> [WHAT IS EXPECTED] Using the material below, count the lines that contain the word "white" and report the number only.

> [ENTRIES PROVIDED]
● ● ● ● ● ● ●

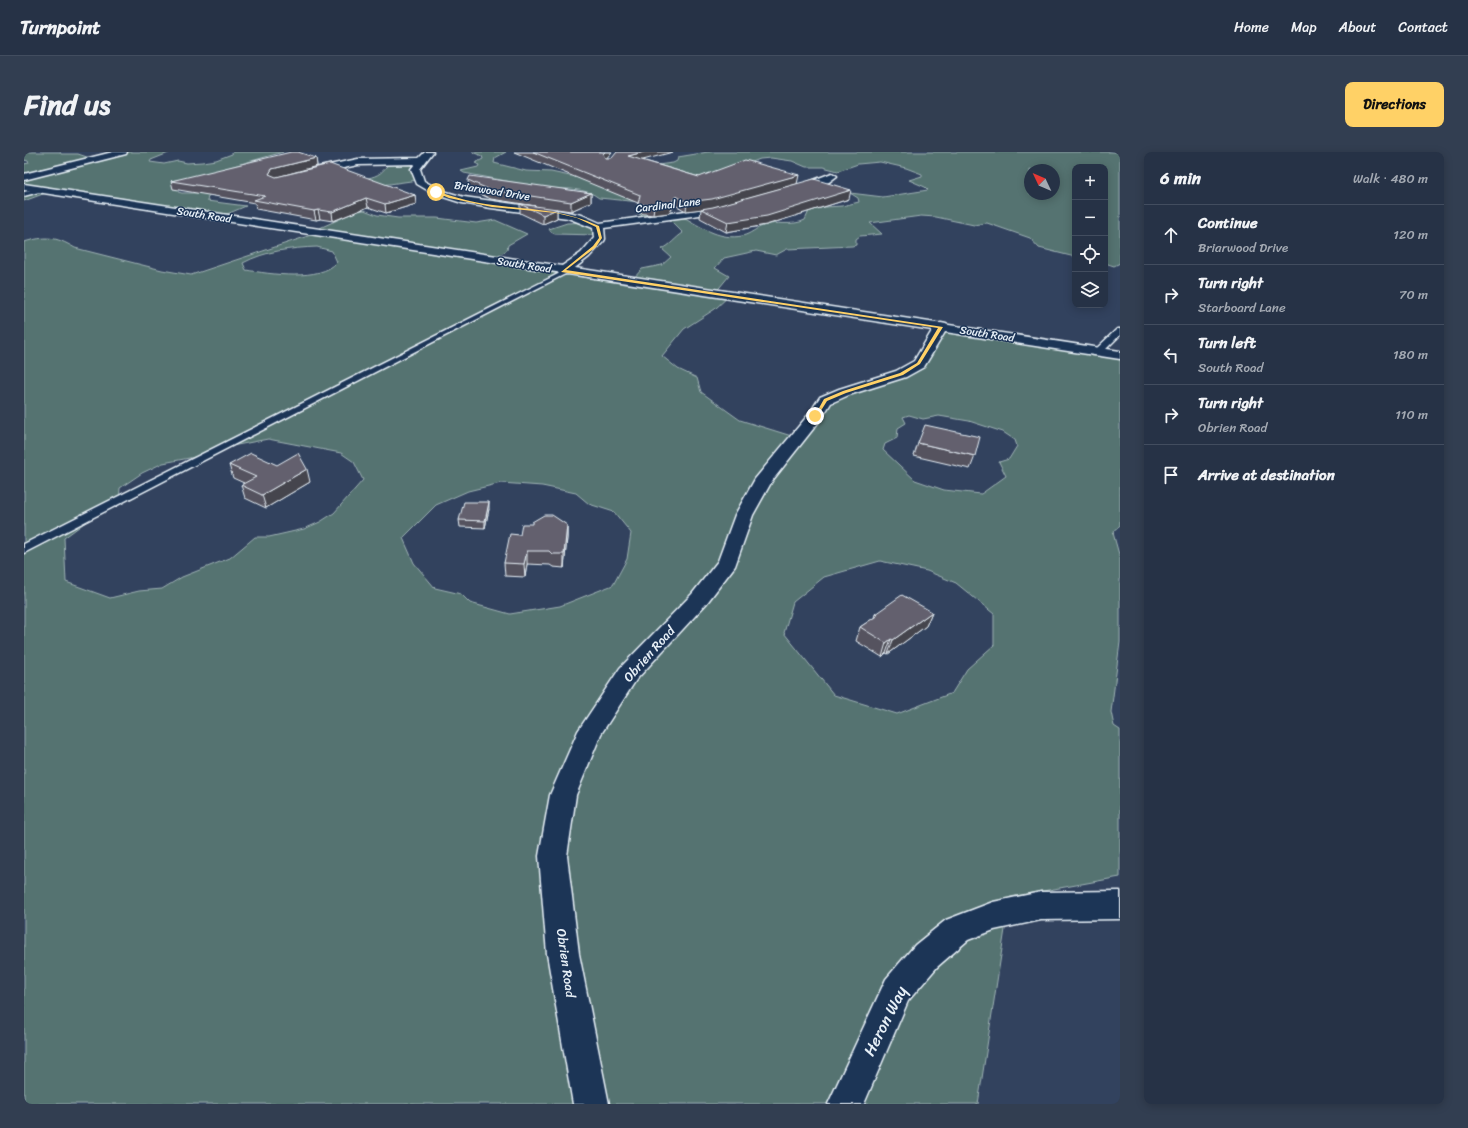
<!DOCTYPE html>
<html lang="en">
<head>
<meta charset="utf-8">
<style>
	:root { --surface:#263246; --page:#323e51; --text:#f1f3f6; --muted:#a4aab3; --line:#424d5f; --accent:#ffd166 }
	body { margin:0; font-family:Sriracha,sans-serif; background:var(--page); color:var(--text) }
	.controls { position:absolute; right:12px; top:12px; display:grid; overflow:hidden; border-radius:8px; box-shadow:0 2px 10px #0003 }
	.controls button { width:36px; height:36px; display:grid; place-items:center; padding:0; border:0; border-bottom:1px solid var(--line); background:var(--surface); color:var(--text); font:20px sans-serif }
	.compass { position:absolute; left:1000px; top:12px; width:36px; height:36px; border-radius:50%; background:var(--surface); box-shadow:0 2px 10px #0003; rotate:314deg }
	.stop { position:absolute; width:12px; height:12px; margin:-9px; border:3px solid #ffd166; border-radius:50%; background:#fff }
	.stop.end { background:#ffd166; border-color:#fff; box-shadow:0 1px 4px #0008 }
	.list { margin:0; padding:0; list-style:none }
	h2 { display:flex; justify-content:space-between; align-items:center; height:52px; margin:0; padding:0 16px; font-size:17px }
	h2 small { font-size:13px; font-weight:400; color:var(--muted) }
	.list li { display:grid; grid-template-columns:26px 1fr auto; gap:12px; align-items:center; box-sizing:border-box; height:60px; padding:0 16px; border-top:1px solid var(--line) }
	.list b { display:block; font-size:15px; white-space:nowrap }
	.list p { margin:0; font-size:13px; white-space:nowrap; color:var(--muted) }
	.list em { font-size:13px; font-style:normal; color:var(--muted) }
	.icon { flex:none; width:22px; height:22px; fill:none; stroke:currentColor; stroke-width:2; stroke-linecap:round; stroke-linejoin:round }
	.map { position:relative; flex:none; width:1096px; height:952px; overflow:hidden; border-radius:8px }
	header { display:flex; align-items:center; gap:24px; box-sizing:border-box; height:56px; padding:0 20px; background:var(--surface); border-bottom:1px solid var(--line) }
	header strong { font-size:19px }
	nav { display:flex; gap:22px; margin-inline-start:auto; font-size:14px }
	.intro { display:flex; align-items:center; justify-content:space-between; box-sizing:border-box; height:96px; padding:0 24px }
	h1 { margin:0; font-size:28px }
	.button { padding:10px 18px; border-radius:8px; background:var(--accent); color:#111; font-size:14px; font-weight:700 }
	main { display:flex; gap:24px; padding:0 24px }
	aside { flex:1; background:var(--surface); border-radius:8px; box-shadow:0 2px 10px #0003 }
	.map>svg:first-child { display:block }
	.green { fill:#557371; stroke:#9eb2b4; fill-rule:evenodd }
	.lines { fill:none; stroke-linecap:round; stroke-linejoin:round }
	.lane-casing { stroke:#e8f1f8; stroke-width:3 }
	.street-casing { stroke:#e8f1f8; stroke-width:3 }
	.secondary-casing { stroke:#e8f1f8; stroke-width:3 }
	.lane { fill:#1d3557; fill-rule:evenodd }
	.street { fill:#1d3557; fill-rule:evenodd }
	.secondary { fill:#1d3557; fill-rule:evenodd }
	.wall { fill:#55535f; stroke:#e8f1f8 }
	.shaded-wall { fill:#45444d; stroke:#e8f1f8 }
	.building { fill:#63616e; stroke:#e8f1f8 }
	.route { fill:#ffd166 }
	.labels { text-anchor:middle; dominant-baseline:central; stroke-width:3; stroke-linejoin:round; paint-order:stroke }
	.far-street-label { font-size:11px; fill:#e8f1f8; stroke:#1d3557 }
	.street-label { font-size:13px; fill:#e8f1f8; stroke:#1d3557 }
	.near-street-label { font-size:16px; fill:#e8f1f8; stroke:#1d3557 }
</style>
</head>
<body>
<header>
<strong>Turnpoint</strong>
<nav><a>Home</a><a>Map</a><a>About</a><a>Contact</a></nav>
</header>
<div class="intro"><h1>Find us</h1><a class="button">Directions</a></div>
<main>
<div class="map">
<svg width="1096" height="952" viewBox="0 0 1096 952">
	<rect width="100%" height="100%" fill="#32425e"/>
	<filter id="ink" filterUnits="userSpaceOnUse"><feTurbulence type="fractalNoise" baseFrequency=".025" numOctaves="2"/><feDisplacementMap in="SourceGraphic" scale="8" xChannelSelector="R" yChannelSelector="G"/><feConvolveMatrix kernelMatrix="1 2 1 2 8 2 1 2 1" color-interpolation-filters="sRGB"/></filter>
	<g filter="url(#ink)">
		<g class="green">
			<path d="M0,0h36l1,2h17l15,5 29,-7h49l-20,8 -1,2 14,2 14,-3 9,2 15,-1 14,-2 16,-6 1,-2h50l-95,27 -10,10v3l4,1h32l-6,3 -1,5 39,5 -26,11 -169,-26 -27,10v-37l5,-1 -1,-2 -4,-1z"/>
			<path d="M448,0h34l-11,6 -1,5 32,8 25,1 19,4 103,-13 4,-2 1,-4 30,-5h412v111l-6,3 -9,-3v-96h-30v90l-36,-9 -9,-10 -43,-15 -13,2 -38,-8 -15,-1 -51,7 12,11 -22,2 -4,3v6l-4,1 -65,3 -11,6 -20,-4 -32,7 -9,10 14,8 -14,17 15,2 -15,14 -31,20 -22,27 16,13 19,9 4,14 39,28 58,18 16,-22 27,-20 66,-20 31,-49 182,28v170l-7,8 7,25v84l-9,70 3,14 6,4v147l-110,20 -32,207h-954v-862c22,-6 31,-6 51,6l87,22 29,5 117,-39 6,-3 -1,-2 29,-13 5,-5 17,-3 13,5 21,3h39l39,5 19,-3 32,14 -19,11 -1,5 -12,8 137,22 10,-11 20,-4 9,-8 -9,-8c9,-4 13,-11 21,-16l-14,-14 -21,1 -10,-7 2,-11 -41,-4c-12,-10 -36,-10 -51,-9l-84,-16 -3,-2 17,-4 1,-2 -4,-2 8,-4 -1,-3zM747,6l21,3 14,6h17l15,4 20,-7 22,-2 26,6 16,6v2l-13,4 16,7 3,3 -45,7 -33,-4 8,5 1,4 -17,4 -33,2v3l-4,9c-13,7 -29,0 -42,6 -7,2 -12,8 -21,10 -21,4 -38,-7 -55,-17 -3,-2 -5,-1 -9,-2 -3,-1 -7,-5 -10,-7l12,-14 67,-32 13,-5zM1006,18h24v24h-24zM293,95l15,4 5,11c-16,20 -68,12 -91,8l-3,-7c22,-12 48,-15 74,-16zM885,263l14,4 16,-3 30,5 34,11 12,8 2,6 -8,13 -10,3 7,14 -25,18 -37,-4 -29,-10 -32,-30 2,-6 12,-6 1,-10 8,-5 -3,-6zM244,287l73,14 13,9 9,18 -29,33 -14,9 -16,7 -35,8h-14l-25,21 -48,19 -20,12 -23,2 -29,7 -44,-16 -2,-44 27,-20 28,-14 1,-16 22,-15 21,-10 37,-7h11l21,-10zM477,331l41,3 34,7 13,11 25,8 17,21 -4,26 -14,26 -53,21 -50,8 -40,-11 -9,-9 -26,-6 -21,-25 -11,-25 33,-33 32,-14zM856,409l47,10 29,12 38,31v31l-27,24 -15,24 -55,21 -63,-19 -50,-62 9,-31 31,-25z"/>
			<path d="M365,10h29v18l-43,6 -7,-8c10,-2 16,-6 21,-16z"/>
			<path d="M566,70l7,13 -42,-1 -4,-2 -2,-3 18,-6z"/>
		</g>
		<g class="lines">
			<defs>
				<g id="lane">
					<path d="M17,36l2,3 -19,5v-4z"/>
					<path d="M542,118l5,1 -547,282v-9z"/>
					<path d="M1093,177h3v6l-19,19h-6v-4z"/>
				</g>
				<g id="street">
					<path d="M89,0h14l-1,2 -102,26v-6z"/>
					<path d="M401,0h8l-13,17 4,12 16,9 24,7 98,14 20,4 18,8 129,-18 5,3 -5,3 -125,17 1,11 -1,2 -15,16 -22,17h-8l-2,-3 2,-3 22,-15 13,-15 -1,-10 -25,-10 -77,-10 -29,-5 -28,-9 -17,-10 -6,-15 4,-5 -57,1 -53,11 -5,-3 5,-3 53,-11 61,-1z"/>
					<path d="M808,21l5,3 -8,6 -36,11 -5,-3z"/>
					<path d="M917,171l5,1 2,3 -24,40 -18,10 -57,18 -18,8 -10,16 -49,62 -19,34 -18,51 -29,38 -70,76 -35,54 -25,61 -9,61 12,98 30,150h-36l-26,-150 -8,-98 11,-61 28,-64 42,-63 72,-74 26,-33 17,-46 20,-36 54,-65 11,-17 19,-8 57,-18 18,-10 22,-37z"/>
					<path d="M1096,739v28l-79,1 -47,10 -26,10 -31,27 -29,34 -44,103h-36l58,-125 29,-34 31,-25 47,-18 48,-10z"/>
				</g>
				<path id="secondary" d="M0,32l1096,167v8l-1096,-169z"/>
			</defs>
			<use href="#lane" class="lane-casing"/>
			<use href="#street" class="street-casing"/>
			<use href="#secondary" class="secondary-casing"/>
			<use href="#lane" class="lane"/>
			<use href="#street" class="street"/>
			<use href="#secondary" class="secondary"/>
		</g>
		<g class="wall">
			<path d="M490,0h98l-6,6 36,2 57,17 98,7 -86,23 138,-8 -83,26 -40,7 -26,-14 1,-9 -15,2 -11,-6 -6,8 -16,2 -16,-2 1,-10z"/>
			<path d="M292,6l1,8 -41,11 139,18 1,9 -30,9 -18,-6 -35,14 -13,-2 -4,1 -60,-11 -1,-6 -82,-14 -2,-8z"/>
			<path d="M444,28l123,13v9l-20,9 -14,-2v9l-14,6 -23,-11v-9l16,2 -45,-7 -22,-10z"/>
			<path d="M894,291l57,13 -5,13 -56,-13z"/>
			<path d="M205,313l81,17 -44,26 -21,-10 -4,-13 3,-2 -11,-5z"/>
			<path d="M465,357l-4,19 -25,-1 -1,-7z"/>
			<path d="M543,373v13l-3,30 -11,-1 -3,-2 -23,-1 -2,13 -20,-1 -1,-13 16,-28z"/>
			<path d="M908,460l-6,14 -38,28 -2,-1 -4,4 -26,-16 4,-14 14,-9 1,-4z"/>
		</g>
		<g class="shaded-wall">
			<path d="M581,0h7l-9,10v-8z"/>
			<path d="M620,0h29l-45,12v-8z"/>
			<path d="M292,6l1,8 -43,12 -5,-4 3,-5z"/>
			<path d="M775,23l-2,9 -86,24 -25,3 1,-9z"/>
			<path d="M827,38l-2,9 -83,26 -40,7 2,-10z"/>
			<path d="M567,41v9l-20,9v-9z"/>
			<path d="M391,43l1,9 -30,9 -1,-9z"/>
			<path d="M652,44l-1,9 -6,8 -16,2 1,-9z"/>
			<path d="M342,46l2,9 -35,14 -1,-9z"/>
			<path d="M533,57v9l-14,6v-9z"/>
			<path d="M294,58l2,9 -4,1 -2,-9z"/>
			<path d="M283,317l3,13 -44,26 -4,-13z"/>
			<path d="M465,350v7l-4,19v-7z"/>
			<path d="M543,373v13l-3,30v-14z"/>
			<path d="M503,399v13l-2,13 -1,-13z"/>
			<path d="M908,460l-6,14 -38,28 5,-14z"/>
			<path d="M867,487l-5,14 -4,4 4,-14z"/>
		</g>
		<g class="building">
			<path d="M267,0h7l18,6 -44,11 -3,5 7,3 54,-13 85,31 -30,9 -19,-6 -34,14 -14,-2 -4,1 -60,-11 11,-4 -94,-15z"/>
			<path d="M509,0h72l-2,2 2,4h7l5,-6h27l-16,4 71,21 46,-17 54,15 -87,24 -25,3 -11,-6 -6,8 -16,2 -16,-2 2,-9z"/>
			<path d="M446,24l121,17 -20,9 -81,-12 -22,-10z"/>
			<path d="M790,27l37,11 -84,26 -39,6 -27,-13 12,-2z"/>
			<path d="M496,52l37,5 -14,6z"/>
			<path d="M901,273l55,12 -5,19 -57,-13z"/>
			<path d="M227,301l26,12 21,-12 9,16 -45,26 -21,-10 15,-8 -27,-12z"/>
			<path d="M440,350h25l-4,19 -26,-1z"/>
			<path d="M520,363h8l15,10 -3,29h-12l-3,-3h-22l-3,13 -20,-1 6,-29 10,1 2,-11h10v-2z"/>
			<path d="M878,443l30,17 -39,28 -2,-1 -5,4 -26,-16 18,-12 -3,-1z"/>
		</g>
	</g>
	<path class="route" d="M412,39c18,6 37,12 57,14 39,5 69,4 106,21l3,12 -6,9 -30,23 377,57 -23,37 -17,11 -57,18 -19,8 -10,16h-3l10,-18 19,-8 57,-18 17,-10 21,-35 -377,-56 32,-26 6,-8 -3,-11 -19,-9 -21,-5 -64,-6 -43,-9 -14,-6z"/>
	<g class="labels">
		<g class="far-street-label">
			<text transform="translate(468 39) rotate(9)">Briarwood Drive</text>
			<text transform="translate(644 53) rotate(-7)">Cardinal Lane</text>
			<text transform="translate(180 63) rotate(9)">South Road</text>
			<text transform="translate(500 113) rotate(9)">South Road</text>
			<text transform="translate(963 182) rotate(9)">South Road</text>
		</g>
		<g class="street-label">
			<text transform="translate(625 502) rotate(-48)">Obrien Road</text>
			<text transform="translate(542 811) rotate(82)">Obrien Road</text>
		</g>
		<g class="near-street-label">
			<text transform="translate(861 869) rotate(-63)">Heron Way</text>
		</g>
	</g>
</svg>
<div class="controls">
<button>+</button>
<button>−</button>
<button><svg class="icon" aria-label="locate" viewBox="0 0 24 24"><circle cx="12" cy="12" r="6"/><path d="M12 2v4M12 18v4M2 12h4M18 12h4"/></svg></button>
<button><svg class="icon" aria-label="layers" viewBox="0 0 24 24"><path d="M12 4l9 5-9 5-9-5zM3 14l9 5 9-5"/></svg></button>
</div>
<svg class="compass" viewBox="-18 -18 36 36"><path d="M0-13l5 13h-10z" fill="#e53935"/><path d="M0 13l5-13h-10z" fill="#a4aab3"/></svg>
<div class="stop" style="left:412px;top:40px"></div>
<div class="stop end" style="left:791px;top:264px"></div>
</div>
<aside>
<h2>6 min<small>Walk · 480 m</small></h2>
<ul class="list">
<li><svg class="icon" aria-label="ahead" viewBox="0 0 24 24"><path d="M12 20V5M6 11l6-6 6 6"/></svg><div><b>Continue</b><p>Briarwood Drive</p></div><em>120 m</em></li>
<li><svg class="icon" aria-label="right" viewBox="0 0 24 24"><path d="M7 20v-9h11M14 6l5 5-5 5"/></svg><div><b>Turn right</b><p>Starboard Lane</p></div><em>70 m</em></li>
<li><svg class="icon" aria-label="left" viewBox="0 0 24 24"><path d="M17 20v-9H6M10 6l-5 5 5 5"/></svg><div><b>Turn left</b><p>South Road</p></div><em>180 m</em></li>
<li><svg class="icon" aria-label="right" viewBox="0 0 24 24"><path d="M7 20v-9h11M14 6l5 5-5 5"/></svg><div><b>Turn right</b><p>Obrien Road</p></div><em>110 m</em></li>
<li><svg class="icon" aria-label="arrive" viewBox="0 0 24 24"><path d="M6 21V4h12l-3 4 3 4H6"/></svg><div><b>Arrive at destination</b></div></li>
</ul>
</aside>
</main>
</body>
</html>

● ● ● ● ● ● ●

> [SOLUTION] 2